Learning just enough HTML and CSS
As part of “The story so far” I got a one-page website served up, but it was very very basic - plain text, no styling and no pictures. Improving that needed me to do some learning of HTML (HyperText Markup Language, to structure the pages) and CSS (Cascading Style Sheets, to give presentation and styling to the pages).
I’ve made up 3 types of learning that I might need in setting up the website. For HTML, I don’t think I need any of them: there’s plenty of complicated HTML things I might get stuck on in future, but for these basic pages I can remember how it all works and it looks like not much has changed since the last time I wrote some. Done!
CSS is a different story: For various reasons I’ve never used it much. Lots of the software I made as a developer was “thick client” desktop applications rather than web pages, and several sites I did work on used Microsoft Web Forms or similar tech that went out of their way to make it feel like you were developing a thick client - you might never see any CSS or have to understand what GET or POST was. When I did use CSS, often there was someone else on the team much more comfortable getting that set up for us to use, so I had more “careful tweaking” than thorough understanding. I find some languages and technologies easier to remember as they’re similar to other things I know well, but CSS feels very unfamiliar and I forget it quickly after each use. So learning types 1 (I’ve forgotten what I knew) and 2 (I never knew it that well anyway) are much needed.
Another CSS challenge: it looks very different nowadays than when I last used it in earnest - for years, people joked about how hard it was to get some commonly-requested layouts working as expected. This article is one example of many, many jokes on the web about how difficult CSS can be to use well. My “use it rarely, and never invest time in learning it deeply” approach definitely made it difficult for me to pick up - what did absolute and relative positioning mean? How did float and clear interact? However, I see CSS Flexbox and CSS Grid are different ways to solve some of the common layout confusions. This adds learning type 3 to my list (most of what I do know already is out of date). The full set!
I’ve got lots to learn about this topic, bear with me…

How I’m learning CSS
I had a good look around and The Odin Project is the best site I’ve found for learning CSS. It’s free to use and has very well-explained lessons - its Foundation Path gave great advice about setting yourself up for development. I’ve been very impressed with:
- Visual Studio Code, a free IDE I’ve used for other programming but I can see it really shines for HTML and CSS authoring
- Emmet with lots of HTML and CSS helpers is built right into VS Code - and you can set up keyboard shortcuts for anything useful.
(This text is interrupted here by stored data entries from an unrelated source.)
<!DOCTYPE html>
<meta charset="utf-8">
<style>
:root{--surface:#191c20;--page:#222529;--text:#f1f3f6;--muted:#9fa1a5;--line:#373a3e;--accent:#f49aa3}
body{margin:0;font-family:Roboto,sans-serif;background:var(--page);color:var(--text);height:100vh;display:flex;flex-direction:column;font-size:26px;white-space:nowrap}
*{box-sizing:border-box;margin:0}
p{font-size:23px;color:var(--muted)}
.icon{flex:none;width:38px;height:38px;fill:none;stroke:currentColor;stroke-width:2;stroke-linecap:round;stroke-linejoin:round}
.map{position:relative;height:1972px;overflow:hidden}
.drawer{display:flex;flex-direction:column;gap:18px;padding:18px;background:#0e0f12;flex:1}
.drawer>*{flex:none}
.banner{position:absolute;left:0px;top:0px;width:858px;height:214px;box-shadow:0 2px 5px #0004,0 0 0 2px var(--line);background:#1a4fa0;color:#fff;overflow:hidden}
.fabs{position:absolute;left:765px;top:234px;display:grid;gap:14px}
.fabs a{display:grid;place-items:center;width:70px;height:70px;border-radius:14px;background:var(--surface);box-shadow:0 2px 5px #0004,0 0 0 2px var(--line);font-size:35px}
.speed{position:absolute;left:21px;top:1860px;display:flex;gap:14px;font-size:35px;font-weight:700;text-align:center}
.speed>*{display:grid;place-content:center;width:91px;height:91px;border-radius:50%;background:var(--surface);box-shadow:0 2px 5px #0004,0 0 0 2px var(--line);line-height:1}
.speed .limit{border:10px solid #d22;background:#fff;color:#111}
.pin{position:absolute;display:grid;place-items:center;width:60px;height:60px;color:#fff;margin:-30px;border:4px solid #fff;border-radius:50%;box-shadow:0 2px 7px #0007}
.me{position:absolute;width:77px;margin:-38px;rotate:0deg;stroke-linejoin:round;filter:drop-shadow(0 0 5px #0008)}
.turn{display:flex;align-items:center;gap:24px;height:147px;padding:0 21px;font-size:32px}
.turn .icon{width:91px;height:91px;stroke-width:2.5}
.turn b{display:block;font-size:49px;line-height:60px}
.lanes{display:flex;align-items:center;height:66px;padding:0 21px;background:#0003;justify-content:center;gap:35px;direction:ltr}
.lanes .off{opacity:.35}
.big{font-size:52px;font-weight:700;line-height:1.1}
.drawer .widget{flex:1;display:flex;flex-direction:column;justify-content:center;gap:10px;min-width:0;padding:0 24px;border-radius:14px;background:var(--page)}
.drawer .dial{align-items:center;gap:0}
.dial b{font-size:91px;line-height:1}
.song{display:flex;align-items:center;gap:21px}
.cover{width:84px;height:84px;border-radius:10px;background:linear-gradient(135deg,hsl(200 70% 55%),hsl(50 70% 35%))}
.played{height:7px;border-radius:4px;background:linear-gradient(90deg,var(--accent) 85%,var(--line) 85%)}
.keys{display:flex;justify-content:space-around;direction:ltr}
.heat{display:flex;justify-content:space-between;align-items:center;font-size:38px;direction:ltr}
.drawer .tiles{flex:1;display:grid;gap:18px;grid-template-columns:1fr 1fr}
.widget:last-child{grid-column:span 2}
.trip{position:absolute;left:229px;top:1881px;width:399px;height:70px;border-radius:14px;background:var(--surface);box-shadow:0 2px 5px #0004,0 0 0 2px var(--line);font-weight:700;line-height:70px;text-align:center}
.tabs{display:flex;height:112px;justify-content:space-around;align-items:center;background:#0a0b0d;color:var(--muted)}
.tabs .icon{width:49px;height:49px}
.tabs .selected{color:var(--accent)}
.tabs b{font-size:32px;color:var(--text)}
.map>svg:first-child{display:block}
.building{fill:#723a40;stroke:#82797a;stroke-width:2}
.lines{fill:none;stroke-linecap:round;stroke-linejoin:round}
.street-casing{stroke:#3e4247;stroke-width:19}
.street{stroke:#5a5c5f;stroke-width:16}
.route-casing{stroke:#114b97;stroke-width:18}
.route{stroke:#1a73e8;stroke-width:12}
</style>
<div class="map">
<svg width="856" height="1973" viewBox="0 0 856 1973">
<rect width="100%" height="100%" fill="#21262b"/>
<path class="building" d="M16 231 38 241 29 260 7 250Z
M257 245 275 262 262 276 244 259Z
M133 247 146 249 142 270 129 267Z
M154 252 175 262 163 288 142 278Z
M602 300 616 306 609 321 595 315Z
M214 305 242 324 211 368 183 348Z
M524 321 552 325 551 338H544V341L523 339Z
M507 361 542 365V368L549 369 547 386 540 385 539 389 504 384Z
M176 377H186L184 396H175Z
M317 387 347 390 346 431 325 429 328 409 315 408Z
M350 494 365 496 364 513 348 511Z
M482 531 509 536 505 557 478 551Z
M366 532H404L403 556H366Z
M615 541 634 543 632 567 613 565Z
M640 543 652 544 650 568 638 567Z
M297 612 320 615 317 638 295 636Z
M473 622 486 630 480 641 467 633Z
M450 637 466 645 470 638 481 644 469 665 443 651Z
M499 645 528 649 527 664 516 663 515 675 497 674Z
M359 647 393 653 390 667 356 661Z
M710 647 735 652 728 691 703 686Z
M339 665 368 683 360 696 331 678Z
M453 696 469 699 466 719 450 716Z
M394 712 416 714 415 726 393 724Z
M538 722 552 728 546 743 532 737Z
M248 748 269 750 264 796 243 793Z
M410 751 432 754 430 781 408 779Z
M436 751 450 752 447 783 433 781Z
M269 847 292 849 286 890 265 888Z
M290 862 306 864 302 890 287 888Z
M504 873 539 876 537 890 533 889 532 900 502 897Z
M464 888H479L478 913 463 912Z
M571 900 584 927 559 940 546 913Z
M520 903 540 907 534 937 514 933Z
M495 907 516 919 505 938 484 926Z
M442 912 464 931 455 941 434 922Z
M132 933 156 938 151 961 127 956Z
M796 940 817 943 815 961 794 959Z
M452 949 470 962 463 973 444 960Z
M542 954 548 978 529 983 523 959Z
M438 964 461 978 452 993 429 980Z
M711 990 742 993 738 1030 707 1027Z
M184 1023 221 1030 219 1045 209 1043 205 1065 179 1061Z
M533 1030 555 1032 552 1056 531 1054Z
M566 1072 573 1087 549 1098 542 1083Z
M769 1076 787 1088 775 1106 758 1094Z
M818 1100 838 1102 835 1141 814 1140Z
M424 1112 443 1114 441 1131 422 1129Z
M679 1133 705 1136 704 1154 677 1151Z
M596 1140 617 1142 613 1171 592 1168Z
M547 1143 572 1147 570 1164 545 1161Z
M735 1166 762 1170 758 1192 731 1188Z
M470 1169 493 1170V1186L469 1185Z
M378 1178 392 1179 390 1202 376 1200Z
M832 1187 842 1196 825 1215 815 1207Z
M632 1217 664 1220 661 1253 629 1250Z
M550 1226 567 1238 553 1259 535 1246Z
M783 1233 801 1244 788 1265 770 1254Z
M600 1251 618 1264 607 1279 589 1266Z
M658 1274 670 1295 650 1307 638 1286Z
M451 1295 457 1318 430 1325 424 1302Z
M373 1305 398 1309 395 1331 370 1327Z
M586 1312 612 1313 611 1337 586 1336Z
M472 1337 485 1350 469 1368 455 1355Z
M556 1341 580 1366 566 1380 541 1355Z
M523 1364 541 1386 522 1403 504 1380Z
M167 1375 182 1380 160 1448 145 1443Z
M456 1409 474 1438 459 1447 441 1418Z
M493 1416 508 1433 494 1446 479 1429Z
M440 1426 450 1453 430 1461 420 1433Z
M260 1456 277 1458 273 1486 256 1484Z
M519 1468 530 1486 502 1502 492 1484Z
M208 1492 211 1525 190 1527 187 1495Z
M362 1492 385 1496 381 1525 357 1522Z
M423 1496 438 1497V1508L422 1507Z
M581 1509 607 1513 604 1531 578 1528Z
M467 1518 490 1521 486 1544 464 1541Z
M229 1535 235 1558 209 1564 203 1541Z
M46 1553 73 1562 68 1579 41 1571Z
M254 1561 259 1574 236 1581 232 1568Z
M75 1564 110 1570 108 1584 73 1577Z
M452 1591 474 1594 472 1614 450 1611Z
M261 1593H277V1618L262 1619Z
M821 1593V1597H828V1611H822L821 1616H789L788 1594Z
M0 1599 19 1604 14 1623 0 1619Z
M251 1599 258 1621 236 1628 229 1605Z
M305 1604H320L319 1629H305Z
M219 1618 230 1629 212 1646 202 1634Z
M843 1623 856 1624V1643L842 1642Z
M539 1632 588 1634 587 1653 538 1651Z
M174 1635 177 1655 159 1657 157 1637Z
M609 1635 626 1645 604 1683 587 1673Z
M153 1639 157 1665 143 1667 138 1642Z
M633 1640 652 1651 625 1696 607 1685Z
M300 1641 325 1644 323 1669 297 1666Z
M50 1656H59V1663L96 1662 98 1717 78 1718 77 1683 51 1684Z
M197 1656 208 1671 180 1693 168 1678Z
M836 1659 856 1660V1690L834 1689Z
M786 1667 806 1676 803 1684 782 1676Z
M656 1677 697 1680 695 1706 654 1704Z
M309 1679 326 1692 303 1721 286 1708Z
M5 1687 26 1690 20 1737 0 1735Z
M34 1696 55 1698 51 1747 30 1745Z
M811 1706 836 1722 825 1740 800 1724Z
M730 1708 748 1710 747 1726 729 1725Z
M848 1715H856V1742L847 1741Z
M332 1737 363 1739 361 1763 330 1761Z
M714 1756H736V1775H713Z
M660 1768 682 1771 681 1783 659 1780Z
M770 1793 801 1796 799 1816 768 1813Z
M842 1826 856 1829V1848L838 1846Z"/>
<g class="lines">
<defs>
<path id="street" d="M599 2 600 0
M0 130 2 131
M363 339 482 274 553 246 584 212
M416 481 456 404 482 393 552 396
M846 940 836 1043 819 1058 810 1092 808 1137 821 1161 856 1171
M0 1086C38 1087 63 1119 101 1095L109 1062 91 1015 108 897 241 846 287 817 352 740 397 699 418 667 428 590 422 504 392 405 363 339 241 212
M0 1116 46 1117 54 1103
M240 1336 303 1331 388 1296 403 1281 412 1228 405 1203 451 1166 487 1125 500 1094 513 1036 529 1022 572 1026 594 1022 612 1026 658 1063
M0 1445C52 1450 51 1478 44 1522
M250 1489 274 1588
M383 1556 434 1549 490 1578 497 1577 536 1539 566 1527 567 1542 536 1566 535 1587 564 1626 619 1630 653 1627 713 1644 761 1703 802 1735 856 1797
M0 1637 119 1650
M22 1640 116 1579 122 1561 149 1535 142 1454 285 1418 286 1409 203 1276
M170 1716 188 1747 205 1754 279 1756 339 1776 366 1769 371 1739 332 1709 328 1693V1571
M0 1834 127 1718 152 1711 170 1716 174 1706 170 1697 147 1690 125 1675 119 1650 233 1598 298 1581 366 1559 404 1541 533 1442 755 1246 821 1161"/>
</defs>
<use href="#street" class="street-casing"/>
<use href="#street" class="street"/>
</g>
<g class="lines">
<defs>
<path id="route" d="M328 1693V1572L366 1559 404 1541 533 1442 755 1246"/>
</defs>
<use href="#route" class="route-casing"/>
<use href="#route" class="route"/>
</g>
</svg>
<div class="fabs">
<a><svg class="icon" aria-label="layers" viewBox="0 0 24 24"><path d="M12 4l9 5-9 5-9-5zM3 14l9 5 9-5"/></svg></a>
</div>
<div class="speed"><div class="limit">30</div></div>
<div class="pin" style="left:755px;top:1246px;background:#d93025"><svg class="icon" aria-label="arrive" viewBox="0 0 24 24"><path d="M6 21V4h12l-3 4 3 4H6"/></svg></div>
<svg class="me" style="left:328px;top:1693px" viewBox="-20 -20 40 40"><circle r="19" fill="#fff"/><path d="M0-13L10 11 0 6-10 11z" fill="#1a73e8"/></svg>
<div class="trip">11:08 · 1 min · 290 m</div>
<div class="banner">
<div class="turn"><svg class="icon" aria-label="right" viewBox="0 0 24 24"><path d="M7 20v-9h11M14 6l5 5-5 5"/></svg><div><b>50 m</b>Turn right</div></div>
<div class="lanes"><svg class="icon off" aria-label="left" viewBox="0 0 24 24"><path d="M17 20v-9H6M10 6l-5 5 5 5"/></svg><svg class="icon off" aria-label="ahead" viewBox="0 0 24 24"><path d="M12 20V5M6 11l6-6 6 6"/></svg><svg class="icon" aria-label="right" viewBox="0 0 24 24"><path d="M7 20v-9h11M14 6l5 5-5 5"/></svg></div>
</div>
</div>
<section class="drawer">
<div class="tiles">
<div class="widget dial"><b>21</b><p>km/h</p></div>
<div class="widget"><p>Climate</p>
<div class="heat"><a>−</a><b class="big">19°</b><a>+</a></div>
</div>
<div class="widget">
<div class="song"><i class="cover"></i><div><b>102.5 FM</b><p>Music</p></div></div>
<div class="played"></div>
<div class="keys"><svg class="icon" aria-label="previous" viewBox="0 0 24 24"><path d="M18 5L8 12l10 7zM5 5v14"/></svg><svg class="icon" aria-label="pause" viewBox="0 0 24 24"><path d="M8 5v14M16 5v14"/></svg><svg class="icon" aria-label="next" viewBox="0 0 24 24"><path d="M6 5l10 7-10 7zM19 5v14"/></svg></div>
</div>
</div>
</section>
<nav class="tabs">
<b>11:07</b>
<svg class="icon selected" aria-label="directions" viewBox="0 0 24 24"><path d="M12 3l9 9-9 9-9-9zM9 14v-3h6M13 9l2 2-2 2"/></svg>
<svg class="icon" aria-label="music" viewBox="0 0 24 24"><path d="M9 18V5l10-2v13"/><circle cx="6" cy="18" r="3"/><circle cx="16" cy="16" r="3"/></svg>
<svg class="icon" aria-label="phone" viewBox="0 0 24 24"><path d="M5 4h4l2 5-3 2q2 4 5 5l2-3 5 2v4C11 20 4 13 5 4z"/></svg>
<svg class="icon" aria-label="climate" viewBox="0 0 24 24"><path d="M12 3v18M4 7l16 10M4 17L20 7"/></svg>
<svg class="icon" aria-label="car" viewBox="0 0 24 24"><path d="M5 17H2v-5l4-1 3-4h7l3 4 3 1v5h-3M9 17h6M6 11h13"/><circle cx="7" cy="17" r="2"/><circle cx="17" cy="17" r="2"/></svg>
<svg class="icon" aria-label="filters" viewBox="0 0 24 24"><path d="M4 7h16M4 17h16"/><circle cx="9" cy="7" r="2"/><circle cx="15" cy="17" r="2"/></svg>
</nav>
I like to select text and wrap it in tags (like to make it a paragraph, or put it in a div) - I set Opt-W to make that happen.
- I added Live Server extension to instantly see your changes in a browser
- And Axe Accessibility Linter extension to let me know right away if I’m doing anything that’ll make it harder for people with screen readers or other adaptations to use my site
I also appreciated The Odin Project’s guide to browser developer tools - when I first started with making web pages, many years ago, you got no hints at all from the browser about why your page was looking weird. When a tool called Firebug was released it was magical - a first glimpse into what the browser was thinking. The dev tools built into browsers today are amazing, and I’m spending a bit of time learning to use them well.
The Odin Project gives a short intro to each topic, with some questions and challenges to check understanding, and then links on to lots of fun interactive explanations from around the web. This is perfect - if it’s something I know or can grasp quickly I can keep moving, and for things I find hard I get lots of high-quality explanations and things to play with. Some highlights:
From The Odin Project itself: use everything you’ve learned so far to create a page that looks just like this picture.

Some interesting advice from the Internetting is Hard series:
Remember that these flexbox properties are just a language that lets you tell browsers how to arrange a bunch of HTML elements. The hard part isn’t actually writing the HTML and CSS code, it’s figuring out, conceptually (on a piece of paper), the behavior of all the necessary boxes to create a given layout.
And a very fun Flexbox challenge: Flexbox Froggy!

What’s next?
I’ll carry on with CSS learning - there’s piles more to do - but there’s a related skill I need to be working on too. So far I’ve had lots of “make it look like this” practice. I’ve never been very good at “so, what should my page look like?”. I sometimes feel like I’m changing properties at random until something OK-looking emerges.
Next task: learn a bit more about how to choose layouts myself - starting with just how to make text readable.